Extracted material:
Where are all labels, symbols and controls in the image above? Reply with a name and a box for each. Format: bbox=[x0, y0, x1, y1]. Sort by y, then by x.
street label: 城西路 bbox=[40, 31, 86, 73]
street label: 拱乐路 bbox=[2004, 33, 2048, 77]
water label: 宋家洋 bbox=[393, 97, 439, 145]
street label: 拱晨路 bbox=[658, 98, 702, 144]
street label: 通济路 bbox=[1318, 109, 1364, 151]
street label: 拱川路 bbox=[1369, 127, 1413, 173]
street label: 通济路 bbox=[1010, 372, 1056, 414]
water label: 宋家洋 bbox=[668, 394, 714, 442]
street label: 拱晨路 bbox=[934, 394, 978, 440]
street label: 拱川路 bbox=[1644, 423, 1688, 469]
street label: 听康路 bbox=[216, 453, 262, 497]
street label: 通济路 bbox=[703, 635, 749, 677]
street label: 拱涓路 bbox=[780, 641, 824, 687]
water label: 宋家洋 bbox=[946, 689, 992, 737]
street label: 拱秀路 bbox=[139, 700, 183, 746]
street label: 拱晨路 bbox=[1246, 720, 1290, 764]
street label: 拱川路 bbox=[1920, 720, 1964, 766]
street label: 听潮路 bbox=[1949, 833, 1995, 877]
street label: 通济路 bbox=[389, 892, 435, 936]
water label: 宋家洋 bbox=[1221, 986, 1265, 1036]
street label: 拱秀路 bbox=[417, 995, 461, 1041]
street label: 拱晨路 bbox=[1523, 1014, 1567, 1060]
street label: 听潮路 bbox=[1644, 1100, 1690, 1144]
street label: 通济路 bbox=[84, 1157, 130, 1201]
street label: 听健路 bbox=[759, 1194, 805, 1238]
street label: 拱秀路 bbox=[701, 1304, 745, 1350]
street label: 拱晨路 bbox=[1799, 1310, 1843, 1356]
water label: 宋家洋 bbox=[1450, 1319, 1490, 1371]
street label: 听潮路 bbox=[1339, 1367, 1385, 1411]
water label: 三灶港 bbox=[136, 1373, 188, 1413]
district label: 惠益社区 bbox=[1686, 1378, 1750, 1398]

What is needed:
Go through the material above and set each line down verbatim.

Solution:
Where are all labels, symbols and controls in the image above? Reply with a name and a box for each. Format: bbox=[x0, y0, x1, y1]. Sort by y, then by x.
street label: 城西路 bbox=[40, 31, 86, 73]
street label: 拱乐路 bbox=[2004, 33, 2048, 77]
water label: 宋家洋 bbox=[393, 97, 439, 145]
street label: 拱晨路 bbox=[658, 98, 702, 144]
street label: 通济路 bbox=[1318, 109, 1364, 151]
street label: 拱川路 bbox=[1369, 127, 1413, 173]
street label: 通济路 bbox=[1010, 372, 1056, 414]
water label: 宋家洋 bbox=[668, 394, 714, 442]
street label: 拱晨路 bbox=[934, 394, 978, 440]
street label: 拱川路 bbox=[1644, 423, 1688, 469]
street label: 听康路 bbox=[216, 453, 262, 497]
street label: 通济路 bbox=[703, 635, 749, 677]
street label: 拱涓路 bbox=[780, 641, 824, 687]
water label: 宋家洋 bbox=[946, 689, 992, 737]
street label: 拱秀路 bbox=[139, 700, 183, 746]
street label: 拱晨路 bbox=[1246, 720, 1290, 764]
street label: 拱川路 bbox=[1920, 720, 1964, 766]
street label: 听潮路 bbox=[1949, 833, 1995, 877]
street label: 通济路 bbox=[389, 892, 435, 936]
water label: 宋家洋 bbox=[1221, 986, 1265, 1036]
street label: 拱秀路 bbox=[417, 995, 461, 1041]
street label: 拱晨路 bbox=[1523, 1014, 1567, 1060]
street label: 听潮路 bbox=[1644, 1100, 1690, 1144]
street label: 通济路 bbox=[84, 1157, 130, 1201]
street label: 听健路 bbox=[759, 1194, 805, 1238]
street label: 拱秀路 bbox=[701, 1304, 745, 1350]
street label: 拱晨路 bbox=[1799, 1310, 1843, 1356]
water label: 宋家洋 bbox=[1450, 1319, 1490, 1371]
street label: 听潮路 bbox=[1339, 1367, 1385, 1411]
water label: 三灶港 bbox=[136, 1373, 188, 1413]
district label: 惠益社区 bbox=[1686, 1378, 1750, 1398]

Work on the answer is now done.